Slide View : Parallel Computer Architecture and Programming : 15-418/618 Spring 2015

Programming for Performance: Work Assignment

Previous | Next --- Slide 33 of 60

himmelnetz

The last bullet is indicating that your granularity is really dependent on many factors, such as the task being done and hardware. How do people that do high end* parallel programming in industry accomplish this? Does it involve a bunch of experimentation and fine tuning of parameters? Could compilers (reasonably) accomplish this or some facet of this? Or do they just get it good enough and then use it on all similar environments?

*I'm thinking more about somewhat everyday applications such as video games more than experimental super-parallel supercomputers.

russt17

@himmelnetz To me this doesn't seem like somewhere for a compiler to get involved, since it has to do with the way work is divided into tasks, which is something that is more on the algorithmic level. In this case, for example, the programmer might use knowledge of the distribution of primes to aid in designing the work distribution. The compiler isn't going to know things like that.

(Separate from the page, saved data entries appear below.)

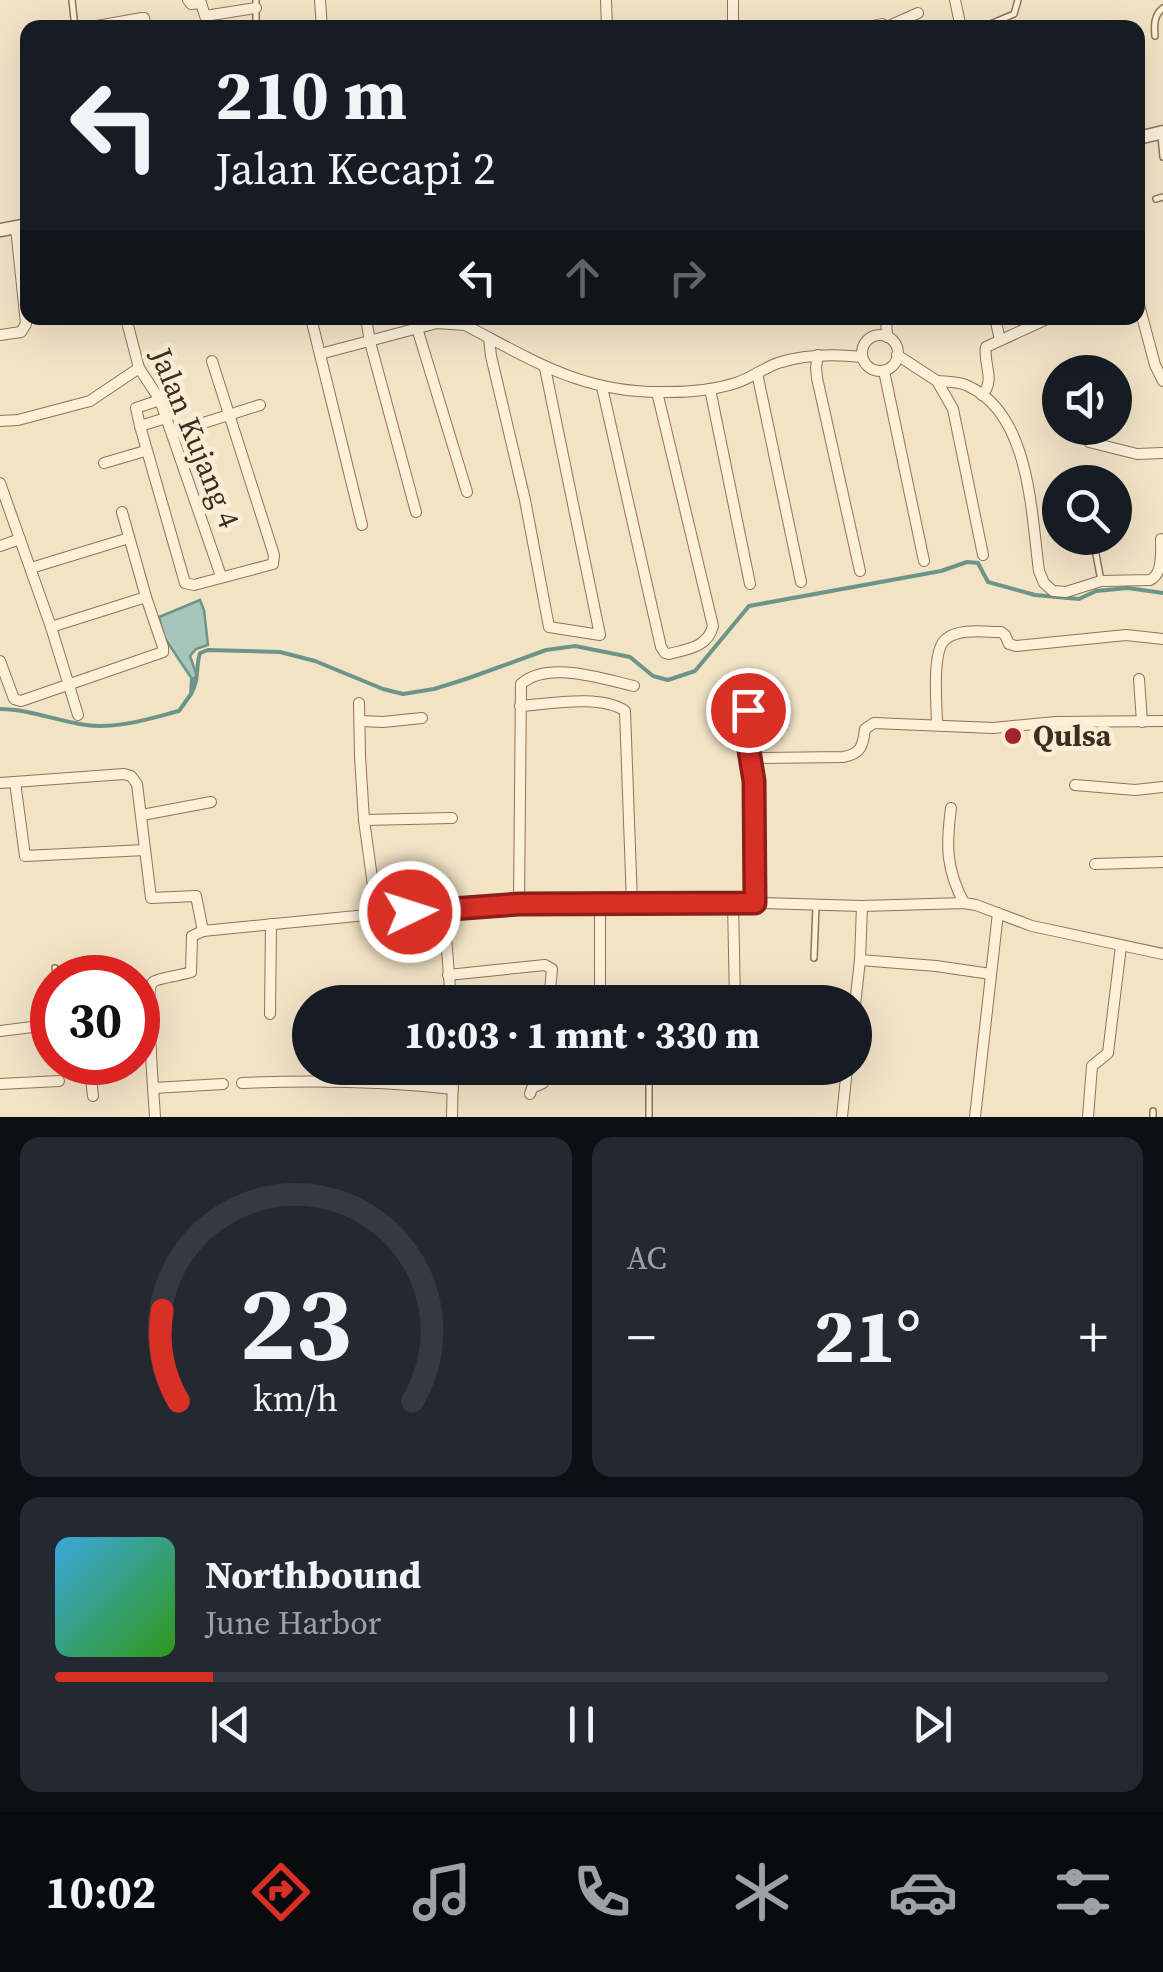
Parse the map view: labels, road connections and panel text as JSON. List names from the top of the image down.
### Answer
{
  "streets": {
    "street": ["Jalan Kujang 4"]
  },
  "places": ["Qulsa"],
  "page": {
    "turn": ["210 m", "Jalan Kecapi 2"],
    "limit": "30",
    "trip": "10:03 · 1 mnt · 330 m",
    "tile": "AC",
    "heat": ["−", "21°", "+"],
    "song": ["Northbound", "June Harbor"],
    "tabs": "10:02",
    "gauge": ["23", "km/h"]
  }
}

I imagine that educated testing and tuning is the going to be the best way to figure out how to divide the work into tasks, and that it would be necessary to re-optimize the code in different environments.

fgomezfr

@himmelnetz Speaking with a little experience from the game industry: Possibly the most important phrases on this slide are "dynamic assignment" and "know your machine." Microsoft/Sony provide detailed performance capture tools to measure and visualize CPU and GPU execution; this makes very low experimentation and tuning (should my hull shader run at one thread per face or per vertex? measure it!) standard practice for game engineers. You've also got the right idea for unknown targets (e.g. PC games) - the compiler can do a limited amount but the game developer will test on an assortment of machines from min- to recommended-spec and choose a reasonable implementation.

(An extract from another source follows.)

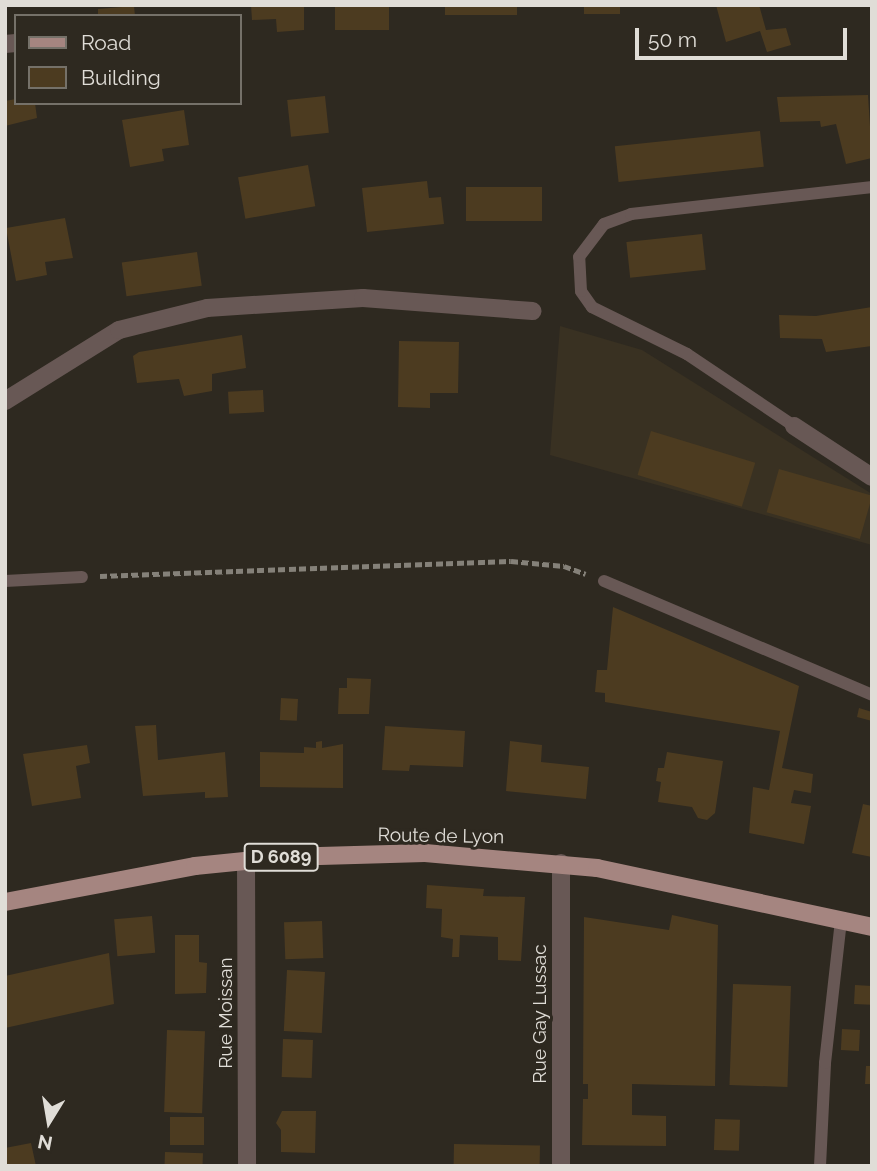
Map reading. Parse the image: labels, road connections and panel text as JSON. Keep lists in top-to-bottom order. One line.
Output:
{"streets":{"main road":["Route de Lyon","D 6089"],"street":["Rue Moissan","Rue Gay Lussac"]},"crossings":[["Route de Lyon","Rue Moissan"],["Route de Lyon","Rue Gay Lussac"]],"legend":["Road","Building"],"scale_bar":"50 m","north":"bottom"}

For simple, individual tasks its not too difficult to write/compile an optimal implementation for a specific architecture (e.g. "test two boxes for intersection on a single AVX thread"). What we haven't seen yet, and your comment brings up, is the problem of many different tasks all at once. Game engines have to do lots of different work, and number and duration of tasks for each can shift dramatically as the player moves and the game unfolds (e.g. "test these 20,000 pairs of boxes, and meanwhile step vehicle physics and simulate sound"). Dynamically assigning tasks to available cores is an important tool for managing work-balance in scenarios like this.

sgbowen

Do people ever adjust granularity dynamically? It seems pretty automatic to measure the amount of time in the critical section vs. the amount of time working. The program could then adjust the granularity up and down depending on whether that ratio is above/below some threshold indicated by the programmer. For instance, I could say I want no more than 5% of my time spent in the critical section and could write code to automatically bundle more tasks together if I see, say, 7% of my time spent in the critical section.

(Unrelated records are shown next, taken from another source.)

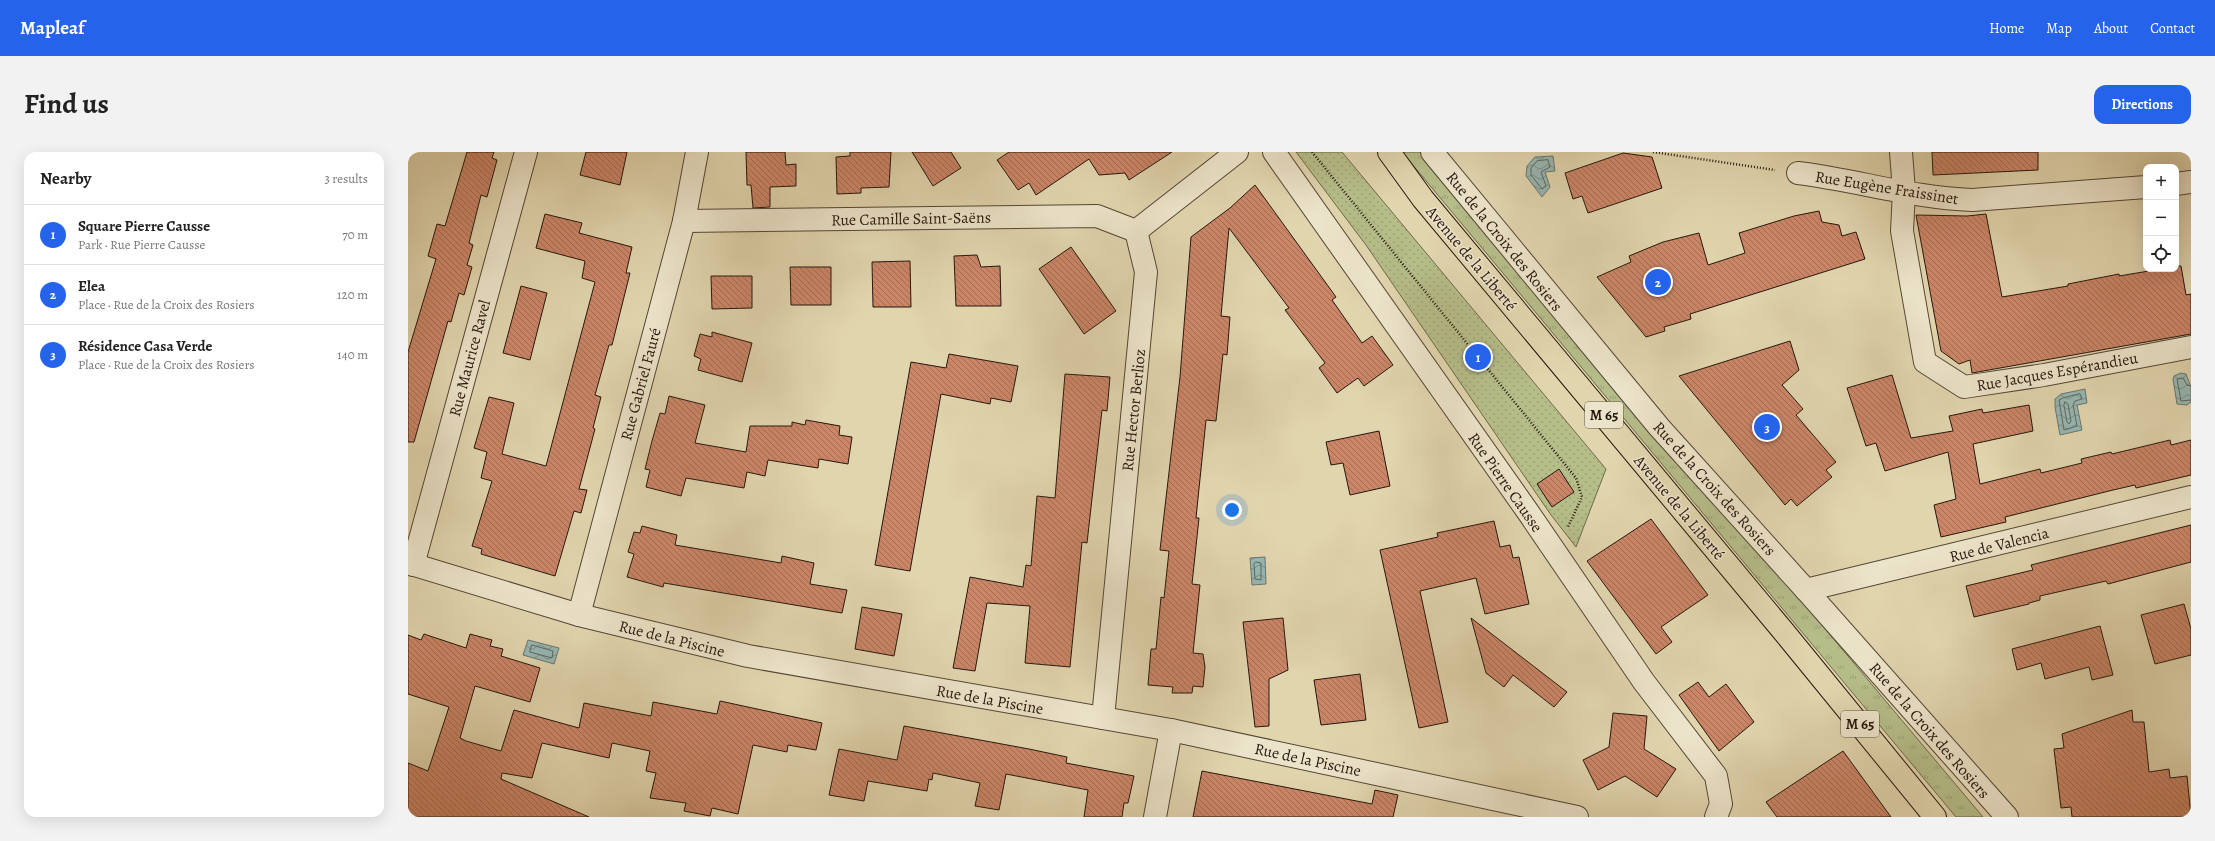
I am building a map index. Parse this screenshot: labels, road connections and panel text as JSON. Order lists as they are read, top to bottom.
{
  "streets": {
    "main road": ["Avenue de la Liberté", "M 65"],
    "street": [
      "Rue Eugène Fraissinet",
      "Rue Camille Saint-Saëns",
      "Rue de la Croix des Rosiers",
      "Rue Maurice Ravel",
      "Rue Jacques Espérandieu",
      "Rue Gabriel Fauré",
      "Rue Hector Berlioz",
      "Rue Pierre Causse",
      "Rue de Valencia",
      "Rue de la Piscine"
    ]
  },
  "crossings": [
    ["Rue Eugène Fraissinet", "Rue Jacques Espérandieu"],
    ["Rue Camille Saint-Saëns", "Rue Gabriel Fauré"],
    ["Rue Camille Saint-Saëns", "Rue Hector Berlioz"],
    ["Rue de la Croix des Rosiers", "Rue de Valencia"],
    ["Rue Maurice Ravel", "Rue de la Piscine"],
    ["Rue Gabriel Fauré", "Rue de la Piscine"],
    ["Rue Hector Berlioz", "Rue de la Piscine"]
  ],
  "page": {
    "header": "Mapleaf",
    "nav": [
      "Home",
      "Map",
      "About",
      "Contact"
    ],
    "title": "Find us",
    "buttons": "Directions",
    "heading": ["Nearby", "3 results"],
    "map_buttons": ["+", "−"],
    "list": [
      {
        "mark": "1",
        "name": "Square Pierre Causse",
        "note": "Park · Rue Pierre Causse",
        "value": "70 m"
      },
      {
        "mark": "2",
        "name": "Elea",
        "note": "Place · Rue de la Croix des Rosiers",
        "value": "120 m"
      },
      {
        "mark": "3",
        "name": "Résidence Casa Verde",
        "note": "Place · Rue de la Croix des Rosiers",
        "value": "140 m"
      }
    ],
    "pins": ["2", "1", "3"]
  }
}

Is this something that's ever done in practice? Or do programmers rely more on knowing their machine and measuring different results manually?

kayvonf

@sgbowen. Definitely. Although in general it's good to error on the side keeping programs as simple as possible, profiling performance and using information from the profile to automatically and dynamically adjust task granularity. It's done all the time, although a precise example in real-world application that I could link to is alluding me right now.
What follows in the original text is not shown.